* **ABOUT THIS TASK**: Within the listing below, give again exactly the lines between the one containing "Dump the readable" and the one containing "Annotation task. Read", inclusive, pictures left aside.

* **INFORMATION SUPPLIED**:
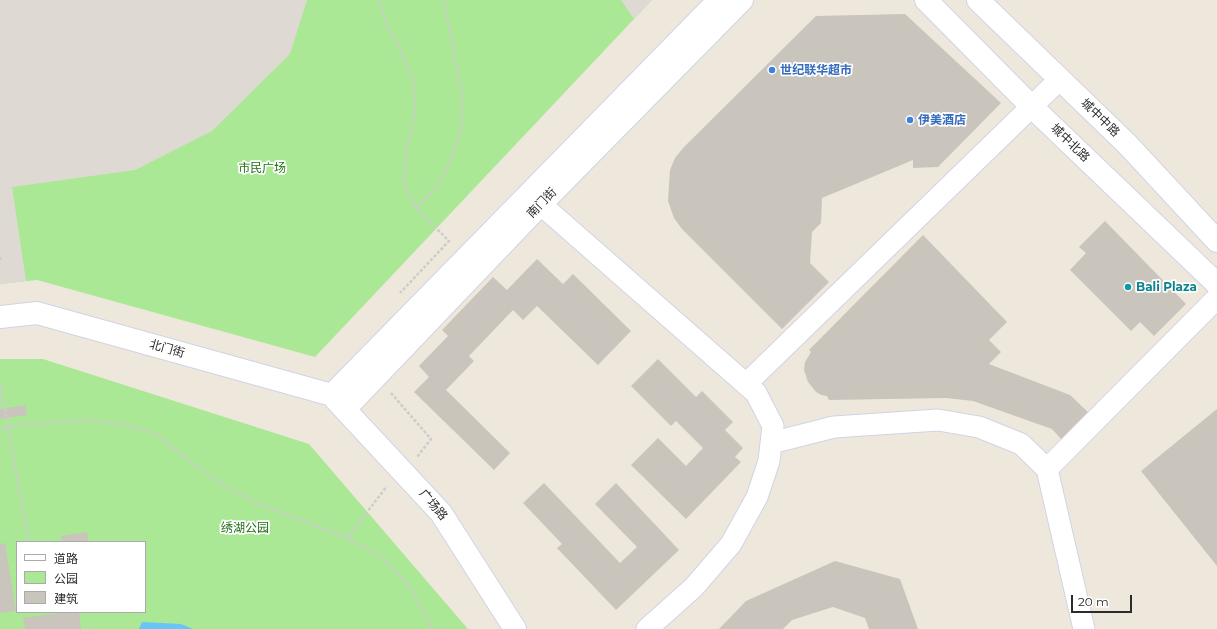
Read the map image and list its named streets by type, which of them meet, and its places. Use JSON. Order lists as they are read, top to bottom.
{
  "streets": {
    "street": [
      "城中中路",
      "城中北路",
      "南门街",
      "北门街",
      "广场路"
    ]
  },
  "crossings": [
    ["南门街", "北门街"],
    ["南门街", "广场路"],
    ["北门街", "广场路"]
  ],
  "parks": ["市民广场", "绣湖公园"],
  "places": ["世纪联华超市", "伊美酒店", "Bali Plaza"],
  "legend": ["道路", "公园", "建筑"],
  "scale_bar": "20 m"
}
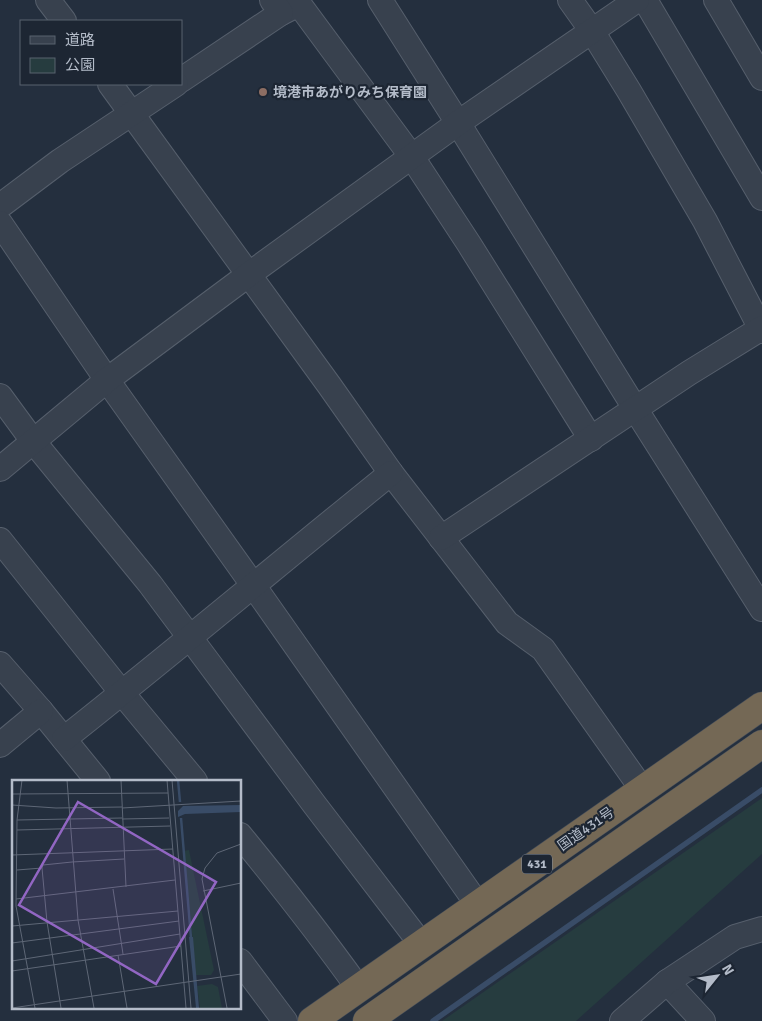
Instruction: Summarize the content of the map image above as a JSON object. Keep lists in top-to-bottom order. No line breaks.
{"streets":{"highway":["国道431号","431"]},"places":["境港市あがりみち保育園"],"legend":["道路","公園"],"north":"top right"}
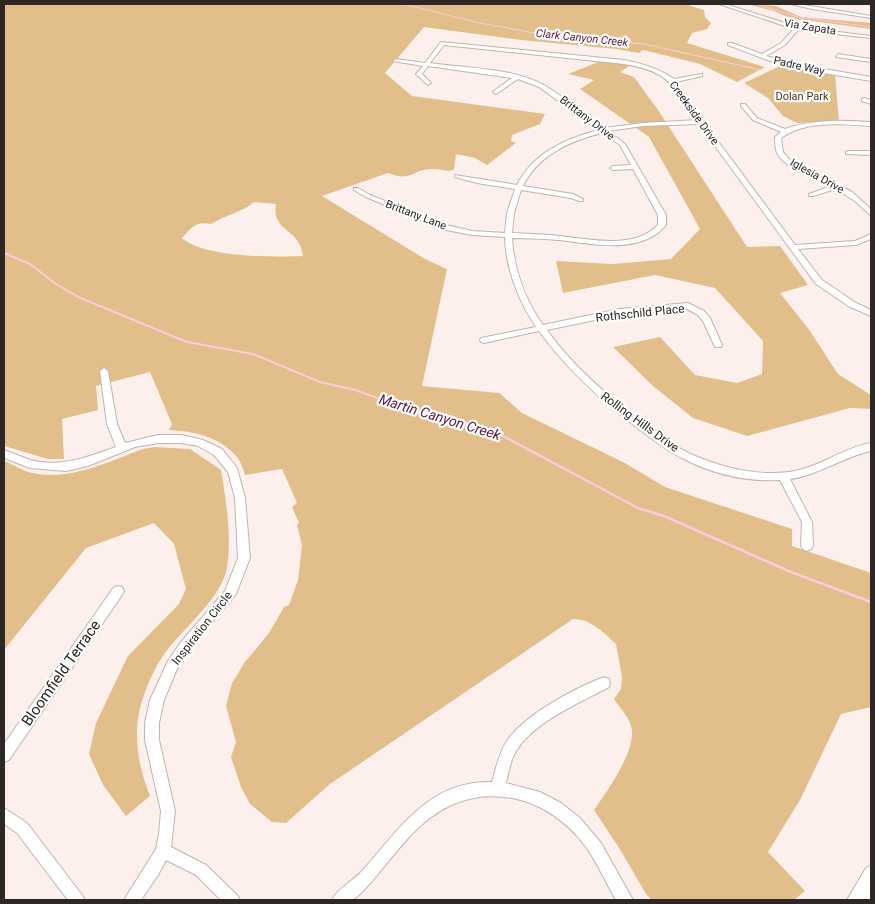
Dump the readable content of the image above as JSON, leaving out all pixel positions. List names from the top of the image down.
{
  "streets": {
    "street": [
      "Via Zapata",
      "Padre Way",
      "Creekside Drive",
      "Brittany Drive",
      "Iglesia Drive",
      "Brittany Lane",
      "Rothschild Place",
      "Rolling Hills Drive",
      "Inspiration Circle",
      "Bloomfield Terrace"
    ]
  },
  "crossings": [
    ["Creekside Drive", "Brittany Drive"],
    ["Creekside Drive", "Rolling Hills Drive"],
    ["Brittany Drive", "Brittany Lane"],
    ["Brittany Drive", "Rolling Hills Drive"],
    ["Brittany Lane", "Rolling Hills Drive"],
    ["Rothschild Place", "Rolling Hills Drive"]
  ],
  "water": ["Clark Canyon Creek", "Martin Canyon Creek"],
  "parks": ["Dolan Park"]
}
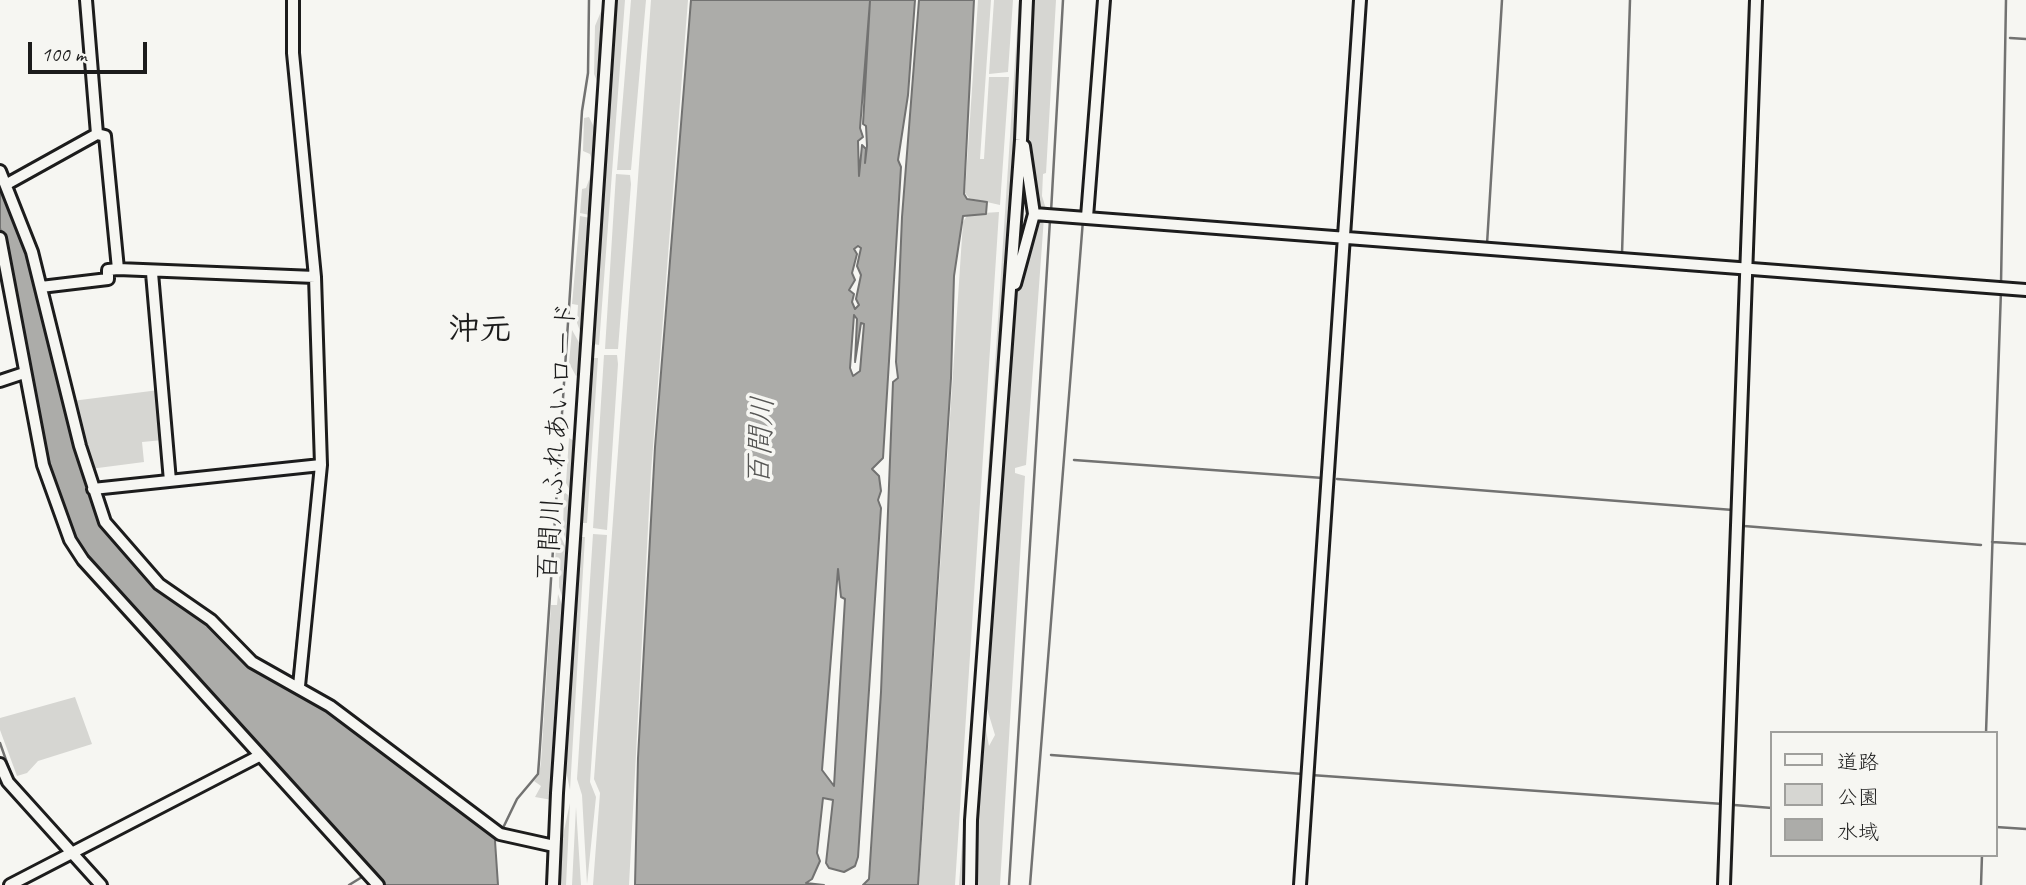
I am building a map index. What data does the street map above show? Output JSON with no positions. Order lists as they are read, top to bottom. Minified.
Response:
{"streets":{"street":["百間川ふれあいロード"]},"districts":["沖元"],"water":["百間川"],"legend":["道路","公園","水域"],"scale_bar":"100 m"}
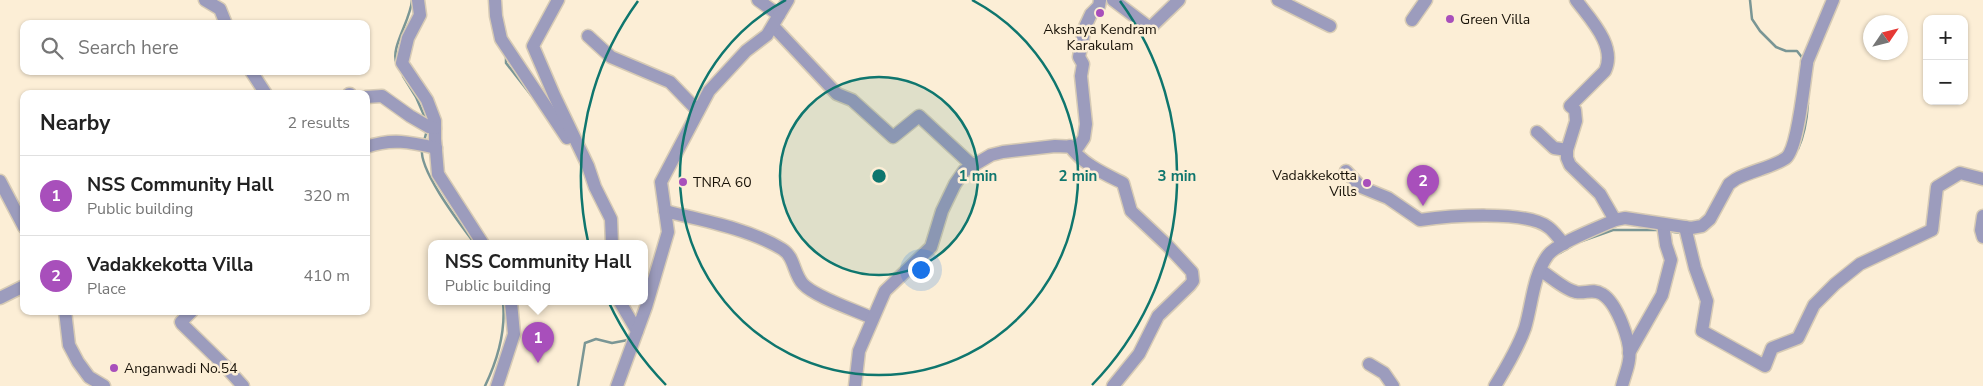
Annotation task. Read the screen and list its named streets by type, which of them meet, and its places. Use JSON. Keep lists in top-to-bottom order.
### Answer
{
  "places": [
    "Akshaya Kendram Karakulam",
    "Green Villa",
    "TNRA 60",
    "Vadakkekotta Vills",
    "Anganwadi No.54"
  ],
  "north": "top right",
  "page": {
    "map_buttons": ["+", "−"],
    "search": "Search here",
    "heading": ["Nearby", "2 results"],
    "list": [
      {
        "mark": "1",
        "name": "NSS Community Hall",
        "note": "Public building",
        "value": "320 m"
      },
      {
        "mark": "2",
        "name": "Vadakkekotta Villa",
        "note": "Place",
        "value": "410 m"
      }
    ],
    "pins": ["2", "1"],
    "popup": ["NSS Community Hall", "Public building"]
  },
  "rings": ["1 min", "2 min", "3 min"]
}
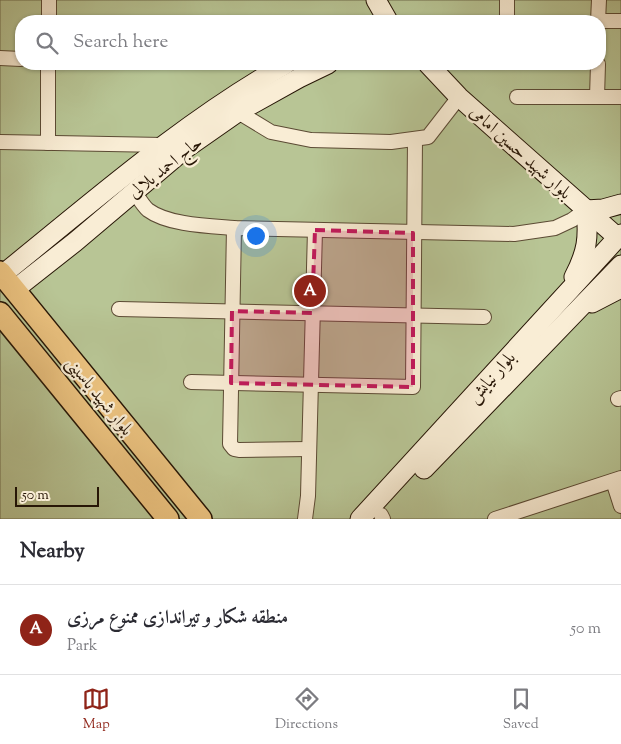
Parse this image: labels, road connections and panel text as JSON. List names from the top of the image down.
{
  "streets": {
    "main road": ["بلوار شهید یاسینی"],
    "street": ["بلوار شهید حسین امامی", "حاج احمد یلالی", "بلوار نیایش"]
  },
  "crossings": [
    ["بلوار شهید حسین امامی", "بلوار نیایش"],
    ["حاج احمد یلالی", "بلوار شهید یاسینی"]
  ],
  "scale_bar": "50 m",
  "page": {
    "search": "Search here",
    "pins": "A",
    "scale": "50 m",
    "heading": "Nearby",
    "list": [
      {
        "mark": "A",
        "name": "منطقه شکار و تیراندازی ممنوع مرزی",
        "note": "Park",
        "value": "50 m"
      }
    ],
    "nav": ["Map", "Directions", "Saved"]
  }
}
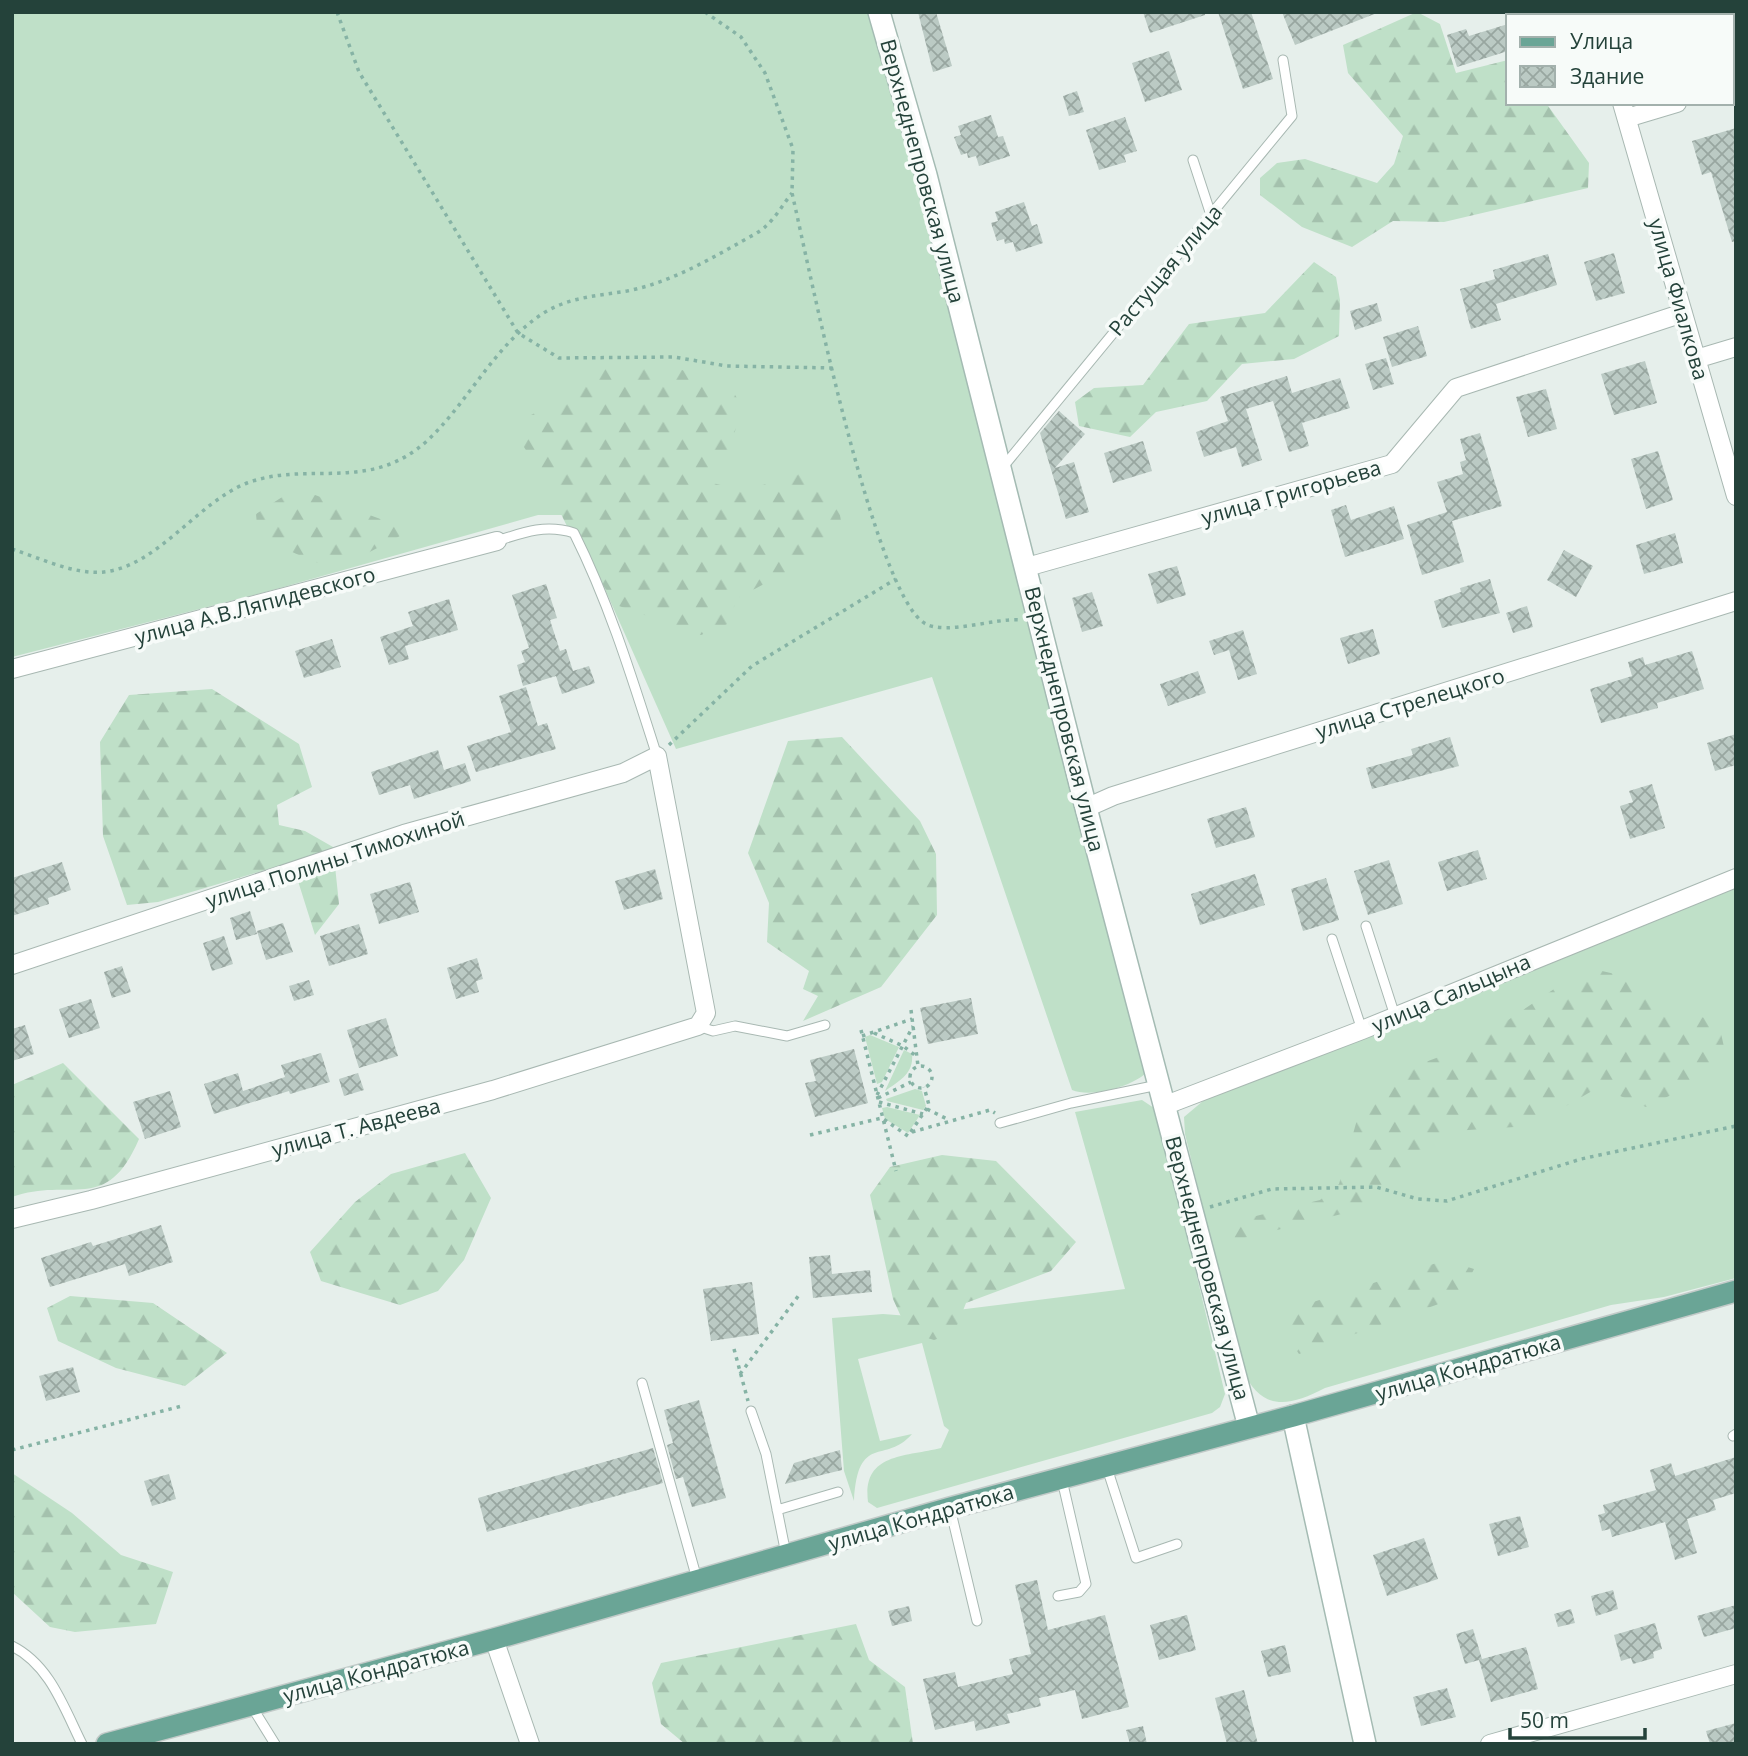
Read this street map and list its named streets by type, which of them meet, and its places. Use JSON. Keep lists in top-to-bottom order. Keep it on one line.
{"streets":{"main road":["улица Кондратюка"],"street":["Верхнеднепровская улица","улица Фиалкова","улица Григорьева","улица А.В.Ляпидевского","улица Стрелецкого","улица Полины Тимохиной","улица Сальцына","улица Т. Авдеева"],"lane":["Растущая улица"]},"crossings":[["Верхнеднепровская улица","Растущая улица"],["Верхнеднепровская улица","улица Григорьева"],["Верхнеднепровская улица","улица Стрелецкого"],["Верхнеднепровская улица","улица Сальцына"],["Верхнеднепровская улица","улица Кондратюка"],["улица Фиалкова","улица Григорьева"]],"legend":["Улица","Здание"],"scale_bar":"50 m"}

* **EXPECTED ANSWER**:
Dump the readable content of the image above as JSON, leaving out all pixel positions. List names from the top of the image down.
{
  "streets": {
    "street": [
      "Via Zapata",
      "Padre Way",
      "Creekside Drive",
      "Brittany Drive",
      "Iglesia Drive",
      "Brittany Lane",
      "Rothschild Place",
      "Rolling Hills Drive",
      "Inspiration Circle",
      "Bloomfield Terrace"
    ]
  },
  "crossings": [
    ["Creekside Drive", "Brittany Drive"],
    ["Creekside Drive", "Rolling Hills Drive"],
    ["Brittany Drive", "Brittany Lane"],
    ["Brittany Drive", "Rolling Hills Drive"],
    ["Brittany Lane", "Rolling Hills Drive"],
    ["Rothschild Place", "Rolling Hills Drive"]
  ],
  "water": ["Clark Canyon Creek", "Martin Canyon Creek"],
  "parks": ["Dolan Park"]
}
I am building a map index. What data does the street map above show? Output JSON with no positions. Order lists as they are read, top to bottom. Minified.
Response:
{"streets":{"street":["百間川ふれあいロード"]},"districts":["沖元"],"water":["百間川"],"legend":["道路","公園","水域"],"scale_bar":"100 m"}
Annotation task. Read the screen and list its named streets by type, which of them meet, and its places. Use JSON. Keep lists in top-to-bottom order.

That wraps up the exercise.